Donald Calloway (born September 18, 1979) is an American attorney and politician from St. Louis, Missouri. He was a Democratic member of the Missouri House of Representatives for the 71st District in St. Louis County.

Early life
Donald Calloway, Jr. was born in St. Louis, Missouri to Donald Calloway, Sr. and Jonell Calloway.  In 2002, he graduated from Alabama A&M University, majoring in Political Science and English.  There, he was initiated in the Gamma Phi chapter of Kappa Alpha Psi and was elected Student Body President.  He then entered law school at Boston University, graduating in 2005.  A practicing attorney, he married Sarah Jane Forman, a law professor at the School of Law at Washington University in St. Louis.  They have two children together.

2008 election 
On August 5, 2008, Calloway won the Democratic primary for the 71st District seat in the Missouri House of Representatives. Calloway won 52% of the vote in a three-way race against Vernon Harlan, and Rogerick Wilson.
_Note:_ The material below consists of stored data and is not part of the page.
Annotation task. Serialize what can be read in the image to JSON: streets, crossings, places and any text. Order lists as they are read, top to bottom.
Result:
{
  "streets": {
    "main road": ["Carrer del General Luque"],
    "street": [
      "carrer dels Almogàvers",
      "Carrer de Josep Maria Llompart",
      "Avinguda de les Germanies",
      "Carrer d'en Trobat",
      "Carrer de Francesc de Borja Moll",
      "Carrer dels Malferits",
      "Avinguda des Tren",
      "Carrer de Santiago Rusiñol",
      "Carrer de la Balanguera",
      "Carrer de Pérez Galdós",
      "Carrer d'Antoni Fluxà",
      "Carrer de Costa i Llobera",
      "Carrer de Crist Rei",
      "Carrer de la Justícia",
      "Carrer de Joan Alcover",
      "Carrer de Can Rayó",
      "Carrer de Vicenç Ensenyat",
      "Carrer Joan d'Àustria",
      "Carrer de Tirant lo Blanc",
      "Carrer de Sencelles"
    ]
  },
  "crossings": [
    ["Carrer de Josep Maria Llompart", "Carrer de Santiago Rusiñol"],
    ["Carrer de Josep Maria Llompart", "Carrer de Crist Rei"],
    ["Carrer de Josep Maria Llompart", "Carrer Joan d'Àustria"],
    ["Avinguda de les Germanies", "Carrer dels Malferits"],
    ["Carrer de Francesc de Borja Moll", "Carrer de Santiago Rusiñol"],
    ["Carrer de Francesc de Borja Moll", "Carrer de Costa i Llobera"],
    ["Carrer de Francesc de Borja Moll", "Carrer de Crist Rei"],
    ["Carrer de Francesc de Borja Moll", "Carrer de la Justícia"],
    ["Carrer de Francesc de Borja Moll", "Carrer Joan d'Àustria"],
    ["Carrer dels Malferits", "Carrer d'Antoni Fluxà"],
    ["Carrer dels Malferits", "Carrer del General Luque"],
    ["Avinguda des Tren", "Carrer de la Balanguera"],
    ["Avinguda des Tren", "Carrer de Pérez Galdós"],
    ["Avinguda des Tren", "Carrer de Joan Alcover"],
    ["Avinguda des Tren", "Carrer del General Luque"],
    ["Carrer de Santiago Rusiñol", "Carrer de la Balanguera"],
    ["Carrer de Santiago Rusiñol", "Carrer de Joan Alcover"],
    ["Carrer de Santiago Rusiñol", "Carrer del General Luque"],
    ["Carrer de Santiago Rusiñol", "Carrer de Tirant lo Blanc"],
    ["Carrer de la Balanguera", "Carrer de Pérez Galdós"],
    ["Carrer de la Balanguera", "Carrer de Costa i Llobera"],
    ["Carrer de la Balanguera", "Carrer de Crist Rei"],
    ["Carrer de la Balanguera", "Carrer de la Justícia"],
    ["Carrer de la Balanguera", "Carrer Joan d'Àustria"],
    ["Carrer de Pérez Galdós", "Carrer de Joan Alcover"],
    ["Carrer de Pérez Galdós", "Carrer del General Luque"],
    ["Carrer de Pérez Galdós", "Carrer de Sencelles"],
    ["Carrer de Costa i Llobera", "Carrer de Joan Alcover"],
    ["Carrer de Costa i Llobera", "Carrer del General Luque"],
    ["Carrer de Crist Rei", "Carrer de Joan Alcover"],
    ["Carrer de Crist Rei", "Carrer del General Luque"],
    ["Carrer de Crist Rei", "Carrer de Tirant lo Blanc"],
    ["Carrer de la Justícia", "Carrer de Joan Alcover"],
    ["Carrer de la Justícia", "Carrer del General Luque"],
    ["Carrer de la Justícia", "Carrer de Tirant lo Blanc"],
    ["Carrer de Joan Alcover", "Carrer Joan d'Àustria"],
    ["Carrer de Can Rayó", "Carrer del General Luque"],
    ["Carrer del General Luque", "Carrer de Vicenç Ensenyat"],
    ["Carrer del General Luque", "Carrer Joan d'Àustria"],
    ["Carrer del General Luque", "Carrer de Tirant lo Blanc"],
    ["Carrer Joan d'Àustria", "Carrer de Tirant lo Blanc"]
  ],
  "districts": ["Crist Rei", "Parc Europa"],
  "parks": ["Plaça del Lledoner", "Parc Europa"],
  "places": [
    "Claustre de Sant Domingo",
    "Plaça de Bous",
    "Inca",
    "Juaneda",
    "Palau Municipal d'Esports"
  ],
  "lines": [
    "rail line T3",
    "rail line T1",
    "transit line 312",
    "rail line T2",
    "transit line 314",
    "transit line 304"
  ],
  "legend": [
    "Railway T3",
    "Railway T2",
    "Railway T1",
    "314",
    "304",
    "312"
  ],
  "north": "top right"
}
Since no Republican candidate filed for the office, he was elected unopposed on November 4, 2008. He took office in January 2009.

Representative career
Calloway, as a member of the Missouri House of Representatives, served on the Emerging Issues in Animal Agriculture Committee, General Laws Committee, Rules Committee and Tax Policy Committee.

In October 2009, the Northeast Ambulance and Fire Protection District Board, which had been plagued with charges of corruption, bribery and cronyism, came under direct fire as the board approved an ill-merited severance package for board members Robert Edwards and Joe Washington totaling over $750,000.  Representative Calloway personally challenged the legitimacy of the payoff, and filed a successful lawsuit to have the corresponding bank accounts frozen.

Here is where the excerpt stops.